To calculate the volume, we first need to consider the function \(y=\sqrt{9-x^{2}}\) which describes a semicircle of radius 3. When this region is revolved about the y-axis, it forms a solid hemisphere of radius 3. We know that the volume \(V\) of a sphere of radius \(r\) is given by \(\frac{4}{3}\pi r^{3}\). So, the volume of a hemisphere would be half of that. In this case, \(V_{total} = \frac{1}{2}(4/3)\pi(3)^{3} = \frac{18}{2}\pi = 9\pi\).

It is specified that a third of the total volume is removed by drilling a hole through the solid. This corresponds to a volume \(V_{hole}= \frac{1}{3} * V_{total}\). This volume can be interpreted as a solid hemisphere of an unknown radius \(r_{hole}\) drilled into the solid, thus: \(V_{hole} = \frac{1}{2}(4/3)\pi r_{hole}^{3}\).

Set the equalities from Step 2: \( \frac{1}{3} * V_{total} = \frac{1}{2}(4/3)\pi r_{hole}^{3}\).
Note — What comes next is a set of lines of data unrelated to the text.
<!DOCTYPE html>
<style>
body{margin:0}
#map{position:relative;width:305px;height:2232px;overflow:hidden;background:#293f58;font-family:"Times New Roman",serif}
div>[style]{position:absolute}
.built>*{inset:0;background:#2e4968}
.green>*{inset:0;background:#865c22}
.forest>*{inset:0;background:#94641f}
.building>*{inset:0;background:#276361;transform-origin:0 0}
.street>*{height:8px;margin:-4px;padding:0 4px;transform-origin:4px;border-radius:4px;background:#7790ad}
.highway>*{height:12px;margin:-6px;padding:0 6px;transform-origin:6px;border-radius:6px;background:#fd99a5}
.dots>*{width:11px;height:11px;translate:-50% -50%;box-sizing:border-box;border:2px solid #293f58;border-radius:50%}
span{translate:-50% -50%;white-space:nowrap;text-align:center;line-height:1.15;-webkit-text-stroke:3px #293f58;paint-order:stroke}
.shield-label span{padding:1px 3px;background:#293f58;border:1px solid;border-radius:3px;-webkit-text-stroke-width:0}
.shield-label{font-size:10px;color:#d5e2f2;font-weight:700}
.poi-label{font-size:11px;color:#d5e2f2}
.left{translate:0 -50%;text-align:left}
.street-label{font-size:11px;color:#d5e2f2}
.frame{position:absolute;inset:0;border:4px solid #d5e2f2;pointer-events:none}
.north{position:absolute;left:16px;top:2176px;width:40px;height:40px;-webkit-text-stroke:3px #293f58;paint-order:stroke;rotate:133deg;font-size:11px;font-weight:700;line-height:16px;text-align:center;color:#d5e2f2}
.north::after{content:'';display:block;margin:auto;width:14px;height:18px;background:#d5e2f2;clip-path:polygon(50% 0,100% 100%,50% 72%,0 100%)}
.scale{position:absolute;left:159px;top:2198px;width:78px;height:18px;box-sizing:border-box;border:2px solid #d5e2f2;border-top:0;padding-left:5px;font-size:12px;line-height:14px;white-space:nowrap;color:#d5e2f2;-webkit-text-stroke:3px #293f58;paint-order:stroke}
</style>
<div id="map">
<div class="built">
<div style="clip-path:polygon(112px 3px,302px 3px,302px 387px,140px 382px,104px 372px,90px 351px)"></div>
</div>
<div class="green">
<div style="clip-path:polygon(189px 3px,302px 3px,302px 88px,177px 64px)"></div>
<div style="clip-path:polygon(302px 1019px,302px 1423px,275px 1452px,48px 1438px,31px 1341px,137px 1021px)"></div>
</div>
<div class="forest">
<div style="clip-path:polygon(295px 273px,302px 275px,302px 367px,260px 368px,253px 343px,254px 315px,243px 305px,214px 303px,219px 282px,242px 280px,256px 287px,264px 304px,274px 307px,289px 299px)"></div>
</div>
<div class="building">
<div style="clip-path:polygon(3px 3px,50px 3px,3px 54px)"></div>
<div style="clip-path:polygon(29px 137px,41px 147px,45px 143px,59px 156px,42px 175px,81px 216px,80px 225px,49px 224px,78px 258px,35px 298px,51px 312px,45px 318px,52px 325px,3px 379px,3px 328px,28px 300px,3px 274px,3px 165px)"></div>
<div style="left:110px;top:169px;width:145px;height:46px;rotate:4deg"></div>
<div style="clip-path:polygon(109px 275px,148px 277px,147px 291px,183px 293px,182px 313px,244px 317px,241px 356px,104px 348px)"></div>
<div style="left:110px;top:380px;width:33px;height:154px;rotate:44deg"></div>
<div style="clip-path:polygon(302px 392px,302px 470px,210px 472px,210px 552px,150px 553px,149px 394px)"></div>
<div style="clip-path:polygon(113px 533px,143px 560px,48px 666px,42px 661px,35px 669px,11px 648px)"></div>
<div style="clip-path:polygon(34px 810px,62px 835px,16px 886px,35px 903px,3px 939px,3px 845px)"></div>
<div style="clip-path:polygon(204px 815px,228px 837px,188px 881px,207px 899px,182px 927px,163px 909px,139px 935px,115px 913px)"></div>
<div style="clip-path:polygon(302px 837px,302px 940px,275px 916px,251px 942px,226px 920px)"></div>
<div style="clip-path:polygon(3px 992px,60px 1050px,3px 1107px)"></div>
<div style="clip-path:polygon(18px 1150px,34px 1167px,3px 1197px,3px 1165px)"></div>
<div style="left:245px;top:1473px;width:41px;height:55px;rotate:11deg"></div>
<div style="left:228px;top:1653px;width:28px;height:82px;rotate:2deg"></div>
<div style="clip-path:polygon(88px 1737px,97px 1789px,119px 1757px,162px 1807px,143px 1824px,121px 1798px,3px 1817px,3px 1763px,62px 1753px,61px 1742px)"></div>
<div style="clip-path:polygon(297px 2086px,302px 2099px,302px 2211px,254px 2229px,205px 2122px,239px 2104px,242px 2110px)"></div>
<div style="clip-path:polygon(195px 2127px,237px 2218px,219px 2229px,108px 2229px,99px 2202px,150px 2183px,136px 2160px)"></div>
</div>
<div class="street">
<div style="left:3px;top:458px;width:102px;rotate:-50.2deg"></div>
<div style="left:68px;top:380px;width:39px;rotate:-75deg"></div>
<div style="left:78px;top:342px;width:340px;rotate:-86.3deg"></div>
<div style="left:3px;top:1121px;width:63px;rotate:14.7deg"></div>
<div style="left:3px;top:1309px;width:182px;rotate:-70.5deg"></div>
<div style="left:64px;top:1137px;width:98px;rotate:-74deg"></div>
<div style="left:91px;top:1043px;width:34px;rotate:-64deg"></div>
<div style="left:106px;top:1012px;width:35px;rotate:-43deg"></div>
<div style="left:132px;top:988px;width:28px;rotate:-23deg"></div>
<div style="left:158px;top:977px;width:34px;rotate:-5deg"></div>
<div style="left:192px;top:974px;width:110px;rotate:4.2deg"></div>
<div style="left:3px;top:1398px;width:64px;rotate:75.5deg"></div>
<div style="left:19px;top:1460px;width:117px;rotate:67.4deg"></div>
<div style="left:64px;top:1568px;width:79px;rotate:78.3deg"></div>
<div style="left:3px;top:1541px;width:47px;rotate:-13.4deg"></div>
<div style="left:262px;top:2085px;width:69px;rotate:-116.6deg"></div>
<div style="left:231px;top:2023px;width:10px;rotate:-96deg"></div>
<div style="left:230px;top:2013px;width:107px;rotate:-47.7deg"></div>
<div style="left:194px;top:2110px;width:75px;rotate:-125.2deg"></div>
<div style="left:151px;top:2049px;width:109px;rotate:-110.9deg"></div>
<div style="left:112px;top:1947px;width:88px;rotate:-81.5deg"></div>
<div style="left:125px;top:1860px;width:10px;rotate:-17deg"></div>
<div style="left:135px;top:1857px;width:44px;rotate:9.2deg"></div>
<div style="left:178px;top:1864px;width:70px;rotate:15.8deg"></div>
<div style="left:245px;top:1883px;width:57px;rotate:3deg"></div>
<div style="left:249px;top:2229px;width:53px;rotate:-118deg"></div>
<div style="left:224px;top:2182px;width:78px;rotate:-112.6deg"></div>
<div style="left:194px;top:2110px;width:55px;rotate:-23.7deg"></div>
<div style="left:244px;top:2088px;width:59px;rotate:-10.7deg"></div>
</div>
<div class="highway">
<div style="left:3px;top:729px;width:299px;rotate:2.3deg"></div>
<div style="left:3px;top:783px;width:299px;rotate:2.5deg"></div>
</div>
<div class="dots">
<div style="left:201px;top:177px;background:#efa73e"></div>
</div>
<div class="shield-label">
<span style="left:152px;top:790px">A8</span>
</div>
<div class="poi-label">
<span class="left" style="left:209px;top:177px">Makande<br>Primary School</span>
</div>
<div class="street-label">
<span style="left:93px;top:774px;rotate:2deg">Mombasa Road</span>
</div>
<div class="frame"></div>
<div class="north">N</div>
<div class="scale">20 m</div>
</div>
Substituting \(V_{total} = 9\pi\), we get, \(3\pi = \frac{2}{3}\pi r_{hole}^{3}\). Simplifying, we find \(r_{hole}^{3}= \frac{9}{2}\). Taking the cube root from both sides, we get \(r_{hole} = \sqrt[3]{\frac{9}{2}}\) or \(1.68\) (approximately).

Since diameter is twice the radius, the diameter of the drilled hole \(d_{hole}=2*r_{hole} = 2*\sqrt[3]{\frac{9}{2}}\) or approximately \(3.36\) circumference units.